Less trash? I"d like to subscribe to your newsletter, but I still would like to offer a humble suggestion: static encounters that hang out in a freaking cave, ready to be pulled are what makes endless trash pulls boring, see Blackrock Depths for the epithome of boring, pointless pulls.
Make trash dynamic, first by having mobs populating a dungeon, behave as if they would be there for a purpose (sitting in circles is hardly one), make them move around the place, don"t keep encounter size fixed, but let it be splittable if a puller is good enough to time patrols (not allowing a one by one style pulling, but decently risky if the puller is careless).
Have more "unexpected" events, but not always in the same place at the same time, e.g. ghosts being able to move through walls in an abandoned catacomb could pose a problem as their pathing wouldn"t be so predictable and timing the pulls could be headache-worthy.
Add a mini-named to all your trash pulls (sort of sergeant-level mob), dropping something useful, such as recipes for tradeskilling or weapon/armor parts to be reforged or tailored into gear augments (droppable enchants so to say) alongside something that can help defeating your end boss as in your own example.
Using trash as filler is okay from a certain point of view, because it makes sense story-wise that a badass mofo is surrounded by lackeys and devotees, but as I tried to explain, it irks me when I go inside a dungeon and find only stationary groups of 4-5 mobs (in considerable amount, nonetheless) doing a circle jerk, waiting to be slaughtered.
A dungeon should last long enough to be interesting, so there is a need to fill it in ways different than loot dropping machines called bosses and that way is adding trash mobs. Spicing up trash is the right way to do things rather than removing it completely, because if all I find for dungeons are Onyxia style encounters with 2pulls-boss-2pulls-boss pacing, I think I"d get bored in a dozen days playing your game.
Take BRD: remove a few trash packs, add some mini-named, add more small events like the arena inside, add semi-unpredictable patrols like wall walking ghosts, burrowing worms, invisible mages, stealthed rogues, add interesting quests inside the place to open up parts of the dungeon and you have a good base to work on in my opinion.
A good example for me would be Unrest in EQ2, extremely fun the first time, it retains part of that fun even on subsequent runs due to how immersive the atmosphere of the place is (you can shoot me for using the word "immersive" right now).
Go kill stuff of a certain importance while being delayed by a few trash packs, some of which are avoidable by careful and smart players or killed by those that prefer to "play it safe", keep distance from the raid encounter that roams the courtyard, put in some mini puzzles (traps to be disarmed, cook a meal or play piano while defeating trash, find out the correct order to do things to progress inside the place) add some not hard but still entertaing encounters such as mirror images of a random group member attacking the party, etc. etc.

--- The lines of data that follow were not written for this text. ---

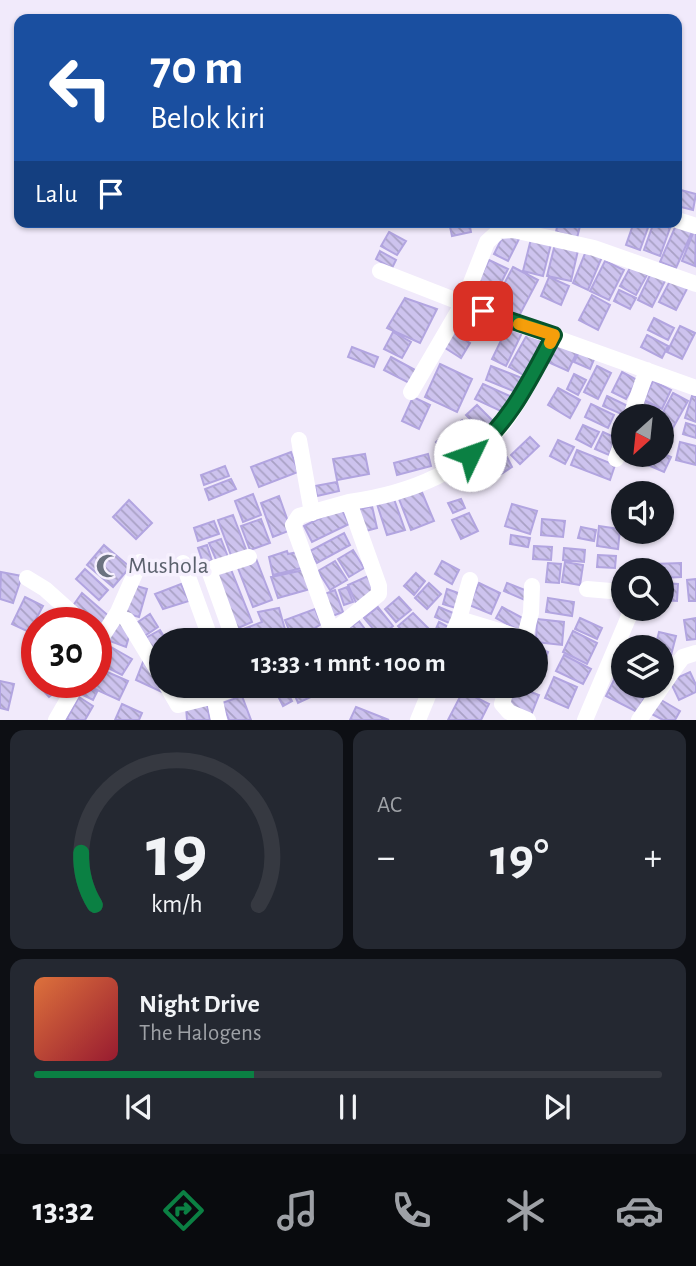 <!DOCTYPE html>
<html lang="id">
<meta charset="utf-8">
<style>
:root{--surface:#171b24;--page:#242831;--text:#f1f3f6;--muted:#9ea1a6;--line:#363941;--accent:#0b8043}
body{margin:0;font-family:"Alegreya Sans",sans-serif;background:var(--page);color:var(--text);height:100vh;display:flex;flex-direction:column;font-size:26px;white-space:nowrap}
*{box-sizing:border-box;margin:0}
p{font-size:23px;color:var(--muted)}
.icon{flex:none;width:38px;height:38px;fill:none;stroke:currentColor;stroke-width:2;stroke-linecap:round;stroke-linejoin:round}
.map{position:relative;height:720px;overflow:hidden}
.drawer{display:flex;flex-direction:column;gap:10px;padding:10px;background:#0d0f14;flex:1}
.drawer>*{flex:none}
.hud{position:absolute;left:14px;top:14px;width:668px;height:214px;border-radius:14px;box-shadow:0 2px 5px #0004;background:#1a4fa0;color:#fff;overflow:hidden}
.needle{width:46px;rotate:207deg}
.buttons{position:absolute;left:611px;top:404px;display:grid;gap:14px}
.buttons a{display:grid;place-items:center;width:63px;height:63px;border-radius:50%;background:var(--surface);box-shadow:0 2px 5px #0004;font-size:35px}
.speed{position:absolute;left:21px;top:607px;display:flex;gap:14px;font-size:35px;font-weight:700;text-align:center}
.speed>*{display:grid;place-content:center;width:91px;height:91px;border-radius:50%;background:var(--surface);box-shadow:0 2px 5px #0004;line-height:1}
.speed .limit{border:10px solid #d22;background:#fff;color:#111}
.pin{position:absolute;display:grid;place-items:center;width:60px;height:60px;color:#fff;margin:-30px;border-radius:14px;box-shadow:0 4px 10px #0006}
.me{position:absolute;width:77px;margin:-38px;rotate:48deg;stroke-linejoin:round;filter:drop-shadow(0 0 5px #0008)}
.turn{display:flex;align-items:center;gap:24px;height:147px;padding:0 21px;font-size:32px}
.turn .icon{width:91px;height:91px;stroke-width:2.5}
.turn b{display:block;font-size:49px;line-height:60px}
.then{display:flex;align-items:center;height:66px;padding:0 21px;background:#0003;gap:14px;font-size:26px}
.big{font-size:52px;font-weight:700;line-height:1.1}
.drawer .card{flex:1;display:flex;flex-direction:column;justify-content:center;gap:10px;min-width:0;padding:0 24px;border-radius:14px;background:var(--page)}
.drawer .dial{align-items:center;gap:0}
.dial svg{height:182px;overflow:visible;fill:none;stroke:var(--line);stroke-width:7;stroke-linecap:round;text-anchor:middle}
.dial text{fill:var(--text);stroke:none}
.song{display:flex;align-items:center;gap:21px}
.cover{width:84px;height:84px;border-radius:10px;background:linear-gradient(135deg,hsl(20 70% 55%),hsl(350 70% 35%))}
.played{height:7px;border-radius:4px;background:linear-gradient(90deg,var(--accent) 35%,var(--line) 35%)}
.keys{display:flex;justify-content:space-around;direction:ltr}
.heat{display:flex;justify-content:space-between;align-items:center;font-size:38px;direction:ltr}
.drawer .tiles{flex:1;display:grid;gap:10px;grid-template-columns:1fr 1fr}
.card:last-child{grid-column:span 2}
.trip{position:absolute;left:149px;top:628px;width:399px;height:70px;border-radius:35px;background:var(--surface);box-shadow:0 2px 5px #0004;font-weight:700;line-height:70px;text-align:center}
.tab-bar{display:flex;height:112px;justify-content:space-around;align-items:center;background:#090b0e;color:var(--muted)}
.tab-bar .icon{width:49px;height:49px}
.tab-bar .current{color:var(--accent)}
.tab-bar b{font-size:32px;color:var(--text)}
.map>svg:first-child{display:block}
.building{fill:url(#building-back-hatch);stroke:#b2a5e0;stroke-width:2}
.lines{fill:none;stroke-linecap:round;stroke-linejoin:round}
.minor{stroke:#fff;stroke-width:16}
.route-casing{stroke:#07532c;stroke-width:18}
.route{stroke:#0b8043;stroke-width:12}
.slow{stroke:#f59e0b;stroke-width:12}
.labels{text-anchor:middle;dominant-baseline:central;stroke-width:7;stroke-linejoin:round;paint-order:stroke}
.worship-label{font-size:24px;fill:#5b616d;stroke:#f6f0fe;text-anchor:start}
</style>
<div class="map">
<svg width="696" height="720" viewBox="0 0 696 720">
<defs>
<pattern id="building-back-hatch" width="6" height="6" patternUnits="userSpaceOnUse" patternTransform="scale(1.75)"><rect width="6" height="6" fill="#cdc3ee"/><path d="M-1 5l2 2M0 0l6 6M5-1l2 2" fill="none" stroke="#a9a1c5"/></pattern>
</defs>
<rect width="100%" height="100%" fill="#f1eafb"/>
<path class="building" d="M677,189L696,194L693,210L677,206Z
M449,222H469L471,232L452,236Z
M558,222H581L577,238L556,232Z
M634,222H650L640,250L626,245Z
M654,222L671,225L660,256L644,250Z
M676,225L692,232L676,268L660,262Z
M694,231L696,232L695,266L682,261Z
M389,232L406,241L397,255L381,246Z
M505,232L519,239L508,261L494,254Z
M532,235L552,240L543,276L523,271Z
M556,240L579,246L571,281L547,276Z
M380,251L396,260L392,268L376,259Z
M586,251L602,257L588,290L573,283Z
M489,260L508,269L493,299L474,290Z
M605,261L624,270L609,300L590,291Z
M631,266L647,275L636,295L620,286Z
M513,267L538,280L519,316L494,303Z
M651,273L665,281L652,307L638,300Z
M549,277L569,286L561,305L541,296Z
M672,277L689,285L676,310L659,302Z
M619,290L636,298L630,309L614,301Z
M592,295L610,305L598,330L579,320Z
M405,298L437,309L420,343L387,328Z
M467,308L486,317L474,339L456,330Z
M654,318L674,328L668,340L648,330Z
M508,326L522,333L506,366L492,359Z
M680,326L695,333L682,359L667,352Z
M451,331L470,343L461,358L442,346Z
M393,332L411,342L402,358L384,349Z
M528,333L544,342L525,376L509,367Z
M647,335L668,346L662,358L641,347Z
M557,343L577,352L568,371L548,362Z
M352,347L378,357L374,367L348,357Z
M580,350L595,357L590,369L574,362Z
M391,357L417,371L411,384L384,370Z
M440,364L472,379L457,412L425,397Z
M491,366L522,378L516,392L486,380Z
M597,366L611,373L598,399L584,392Z
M622,372L637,380L626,399L612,392Z
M574,374L586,380L578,395L567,389Z
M653,381L671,390L662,409L644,400Z
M483,384L512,397L505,413L475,399Z
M558,388L580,400L570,418L548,405Z
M673,393L688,401L669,435L662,431L661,416Z
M607,396L630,407L626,416L603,406Z
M692,396L696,397V422L685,418Z
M413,397L430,405L419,429L402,421Z
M643,400L659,408L655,416H639Z
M591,404L614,415L608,428L585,417Z
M477,405L495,423L484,433L466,415Z
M462,420L480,438L469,449L450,430Z
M686,423L696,426V438L683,434Z
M583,425L599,432L591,447L576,439Z
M603,432L616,438L609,455L595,449Z
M445,434L462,452L453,461L436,442Z
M530,437L539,446L520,464L511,455Z
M558,440L574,447L565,464L550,456Z
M680,442L696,446V465L676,460Z
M577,450L615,465L610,480L571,465Z
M291,452L298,472L259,487L251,467Z
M662,453L671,457L664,472L643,463L646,455H662Z
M365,454L369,474L337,480L333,459Z
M428,454L431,466L397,475L394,463Z
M507,457L512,467L498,476L492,465Z
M225,466L229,476L204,485L201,475Z
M482,469L489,485L479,489L472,473Z
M231,479L236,489L209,500L205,489Z
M337,482L339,491L317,496L315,486Z
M421,490L434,521L411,530L399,499Z
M253,494L261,515L243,522L235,501Z
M279,496L291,530L273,537L261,503Z
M394,499L405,530L387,535L377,504Z
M461,499L465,508L453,513L448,503Z
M129,500L152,523L136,539L113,517Z
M512,504L537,511L530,534L505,526Z
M372,506L377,528L362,532L357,510Z
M341,508L349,524L312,542L304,526Z
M469,513L478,531L461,539L452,520Z
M233,515L247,552L232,558L218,520Z
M261,519L270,543L250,550L241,526Z
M542,519L565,521L563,537L541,535Z
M214,521L219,534L198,541L194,528Z
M599,526L620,529L618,549L597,546Z
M581,527L596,530L594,541L578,538Z
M344,533L350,545L317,563L310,551Z
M511,535L530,538L528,547L510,544Z
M221,539L228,557L217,562L209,543Z
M104,545L130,567L113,587L87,565Z
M207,545L212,561L203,563L198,548Z
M534,546L552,547L551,560L533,559Z
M564,548L585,550L584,562L563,560Z
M353,550L364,568L349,577L338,559Z
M287,551L288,554L298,552L302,568L273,575L269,557Z
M598,555L616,556L615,568L597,567Z
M255,556L272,600L253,607L236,563Z
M335,561L347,580L330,590L318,571Z
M442,561L459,570L452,584L435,574Z
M565,562L583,565L580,585L562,582Z
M548,563L561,564L559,583L546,582Z
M681,563V577L662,578V570H653V564Z
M230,567L252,622L234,630L211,574Z
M85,569L108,590L99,600L76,579Z
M304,570L310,589L278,598L271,577Z
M1,572L22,576L13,603L0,599Z
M416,573L425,581L414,595L404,586Z
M368,576L376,594L356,603L348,585Z
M696,579V601H689L687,580Z
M429,583L441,594L427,609L415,598Z
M479,583L500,593L491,614L469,605Z
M507,583L530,592L527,601L504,591Z
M662,583L678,584L677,601L662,600Z
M181,584L189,601L163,609L155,594Z
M133,585L147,589L139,617L125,613Z
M347,587L353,602L344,605L339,590Z
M447,589L464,595L459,609L443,604Z
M335,590L343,612L330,617L322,595Z
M82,593L111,618L99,631L96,629V623H90L72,607Z
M25,597L43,606L29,632L12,624Z
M399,597L411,610L396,622L385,609Z
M548,598L574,602L572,616L546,612Z
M378,607L393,626L380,637L364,618Z
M439,607L458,615L454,625L435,617Z
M502,607L528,621L522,632L496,618Z
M279,608L288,640H247L243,629L262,622L258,612Z
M315,609L321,624L301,637L296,630H289L285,620Z
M413,613L429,629L417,640H411L398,626Z
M150,614L158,627L143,637L135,624Z
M580,618L602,628L597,639L575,629Z
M696,618V639L687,640L684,620Z
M117,619L130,633L126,647L107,640Z
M537,619L564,622L562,645L536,642Z
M359,621L373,640H346L341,634Z
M439,622L450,628L443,640H431Z
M470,623L491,633L488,640H468L462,638Z
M160,630L166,640H161V650L150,656L142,640Z
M573,631L597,643L587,664L563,652Z
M659,632L676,636L669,663L662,661V648H655Z
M104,643L132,659L122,675L96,662Z
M536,647L548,652L542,668L536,666Z
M564,655L591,669L583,684L556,671Z
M145,657L161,681L164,693L136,680Z
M96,667L128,681L119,700L86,685L87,682H96Z
M37,668V682H62L64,685L49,697L29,675Z
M690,672L696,685V692L679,700L670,681Z
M616,676L623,680V686H634L647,693L637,712L606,696Z
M554,677L577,687L568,708L545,698Z
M0,681L14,684L8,710L0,708Z
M84,685L97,692L93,700L79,693Z
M189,686H196L201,696L181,700L175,693Z
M273,686H284L292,701L283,706Z
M291,686H309L313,696L298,703Z
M515,686L539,695L531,715L507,705Z
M463,691L489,704L481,720H448Z
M242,696L251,720H229L222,703Z
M79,697L93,706L85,720H66Z
M656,697L680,711L675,720H663L648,712Z
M122,704L142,713L139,720H115Z
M207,704L210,720H187L186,707Z
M356,707L389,720H350Z"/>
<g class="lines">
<path class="minor" d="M677,220L696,226
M380,271L503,319L696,388
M411,392L463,303L487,242L499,231L513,230L594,248L696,284
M631,416L647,370
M299,440L312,513
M616,459L623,439
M183,563L211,640
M27,578L45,589L83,623
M587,589L623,592
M459,619L525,639
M127,620L161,676
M332,632L293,525L299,516L349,502
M234,640L210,573L214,568L249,557
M318,640L332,632L379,594V586L349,502C407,494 462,473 500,428C522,401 537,366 554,335
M450,640L459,619L470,580
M524,640L531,613L532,586
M96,646L118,612L140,562
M167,686L178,705L214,696
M507,686L502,704L509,712L528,720
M56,720L78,682
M219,720L214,696L240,686
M418,720L432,686
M585,720L632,609
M639,720L677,665L683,657L696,653"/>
</g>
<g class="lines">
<g class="route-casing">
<path id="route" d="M470,455C511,421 529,381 554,335L483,311"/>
</g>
<use href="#route" class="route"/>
<path class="slow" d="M519,324L554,335L550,343"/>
</g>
<defs>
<g id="mosque-bare" transform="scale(1.89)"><path d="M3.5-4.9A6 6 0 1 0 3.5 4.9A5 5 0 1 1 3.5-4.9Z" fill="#6b7280" stroke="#f6f0fe" stroke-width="2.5" paint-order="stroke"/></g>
</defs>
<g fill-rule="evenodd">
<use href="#mosque-bare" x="108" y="566"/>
</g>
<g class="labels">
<g class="worship-label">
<text x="128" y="566">Mushola</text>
</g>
</g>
</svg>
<div class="buttons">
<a><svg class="needle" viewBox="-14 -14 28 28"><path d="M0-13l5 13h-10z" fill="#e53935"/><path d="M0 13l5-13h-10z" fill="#9ea1a6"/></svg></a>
<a><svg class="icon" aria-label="sound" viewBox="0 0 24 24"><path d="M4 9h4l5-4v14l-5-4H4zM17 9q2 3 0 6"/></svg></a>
<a><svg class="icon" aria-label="search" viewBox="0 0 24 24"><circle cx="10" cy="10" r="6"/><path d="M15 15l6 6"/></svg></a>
<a><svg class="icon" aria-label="layers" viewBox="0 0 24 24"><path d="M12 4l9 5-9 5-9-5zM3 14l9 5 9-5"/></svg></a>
</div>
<div class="speed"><div class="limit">30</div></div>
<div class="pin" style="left:483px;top:311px;background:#d93025"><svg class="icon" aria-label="arrive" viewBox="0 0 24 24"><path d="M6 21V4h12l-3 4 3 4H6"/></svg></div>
<svg class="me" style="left:470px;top:455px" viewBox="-20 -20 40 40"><circle r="19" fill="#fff"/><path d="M0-13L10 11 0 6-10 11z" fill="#0b8043"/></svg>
<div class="trip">13:33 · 1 mnt · 100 m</div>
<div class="hud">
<div class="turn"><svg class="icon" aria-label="left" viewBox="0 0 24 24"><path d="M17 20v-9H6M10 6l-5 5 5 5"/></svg><div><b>70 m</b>Belok kiri</div></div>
<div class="then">Lalu<svg class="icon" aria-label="arrive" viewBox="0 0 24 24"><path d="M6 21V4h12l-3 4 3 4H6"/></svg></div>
</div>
</div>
<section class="drawer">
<div class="tiles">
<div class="card dial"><svg viewBox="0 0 100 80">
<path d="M14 69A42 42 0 1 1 86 69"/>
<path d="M14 69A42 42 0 0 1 8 46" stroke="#0b8043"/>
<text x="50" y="56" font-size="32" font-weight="700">19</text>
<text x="50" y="72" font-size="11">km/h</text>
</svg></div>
<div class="card"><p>AC</p>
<div class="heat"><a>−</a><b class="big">19°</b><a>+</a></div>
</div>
<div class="card">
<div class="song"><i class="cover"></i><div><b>Night Drive</b><p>The Halogens</p></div></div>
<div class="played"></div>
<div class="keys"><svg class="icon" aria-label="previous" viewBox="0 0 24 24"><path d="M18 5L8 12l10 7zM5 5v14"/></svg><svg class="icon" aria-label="pause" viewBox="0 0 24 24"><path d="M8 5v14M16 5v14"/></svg><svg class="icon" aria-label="next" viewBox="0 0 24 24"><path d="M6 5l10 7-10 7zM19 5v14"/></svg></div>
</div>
</div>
</section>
<nav class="tab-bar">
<b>13:32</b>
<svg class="icon current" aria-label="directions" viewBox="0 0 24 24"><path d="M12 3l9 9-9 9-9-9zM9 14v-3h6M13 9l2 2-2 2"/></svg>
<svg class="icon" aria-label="music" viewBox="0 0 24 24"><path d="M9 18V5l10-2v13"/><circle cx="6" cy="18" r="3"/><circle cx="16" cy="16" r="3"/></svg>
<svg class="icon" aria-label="phone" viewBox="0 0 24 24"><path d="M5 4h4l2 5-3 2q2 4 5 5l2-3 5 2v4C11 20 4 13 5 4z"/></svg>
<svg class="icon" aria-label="climate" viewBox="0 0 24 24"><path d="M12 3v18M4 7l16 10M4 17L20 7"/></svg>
<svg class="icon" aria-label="car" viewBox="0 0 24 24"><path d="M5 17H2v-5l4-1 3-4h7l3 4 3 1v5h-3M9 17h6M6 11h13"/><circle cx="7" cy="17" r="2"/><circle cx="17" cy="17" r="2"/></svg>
</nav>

That place was a winner in my opinion, while places like WotLK 5-men instances are quite bad instead: meaningless trash that poses no challenge whatsoever, bosses with scripts going on that makes people fall asleep on keyboards while they wait for the boring speech to end (UP 1st boss is what I have in mind right now) and usefulness reduced to basically one-two week span before everyone is hitting the 1st raid zone making all dungeons obsolete quite quickly.